TASK ▸ Where the records contain images, omit them, and repeat everything else word for word.

INFORMATION ▸
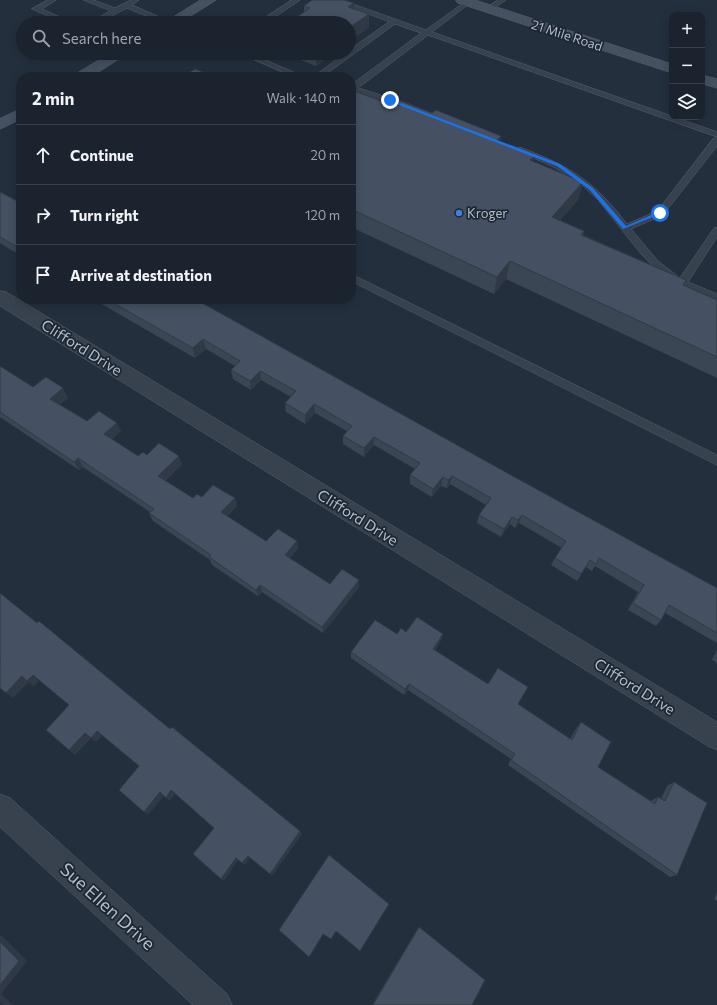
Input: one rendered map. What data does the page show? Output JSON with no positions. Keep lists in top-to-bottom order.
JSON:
{
  "streets": {
    "street": ["21 Mile Road", "Clifford Drive", "Sue Ellen Drive"]
  },
  "places": ["Kroger"],
  "page": {
    "map_buttons": ["+", "−"],
    "search": "Search here",
    "heading": ["2 min", "Walk · 140 m"],
    "list": [
      ["Continue", "20 m"],
      ["Turn right", "120 m"],
      "Arrive at destination"
    ]
  }
}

REPLY ▸
Input: one rendered map. What data does the page show? Output JSON with no positions. Keep lists in top-to-bottom order.
JSON:
{
  "streets": {
    "street": ["21 Mile Road", "Clifford Drive", "Sue Ellen Drive"]
  },
  "places": ["Kroger"],
  "page": {
    "map_buttons": ["+", "−"],
    "search": "Search here",
    "heading": ["2 min", "Walk · 140 m"],
    "list": [
      ["Continue", "20 m"],
      ["Turn right", "120 m"],
      "Arrive at destination"
    ]
  }
}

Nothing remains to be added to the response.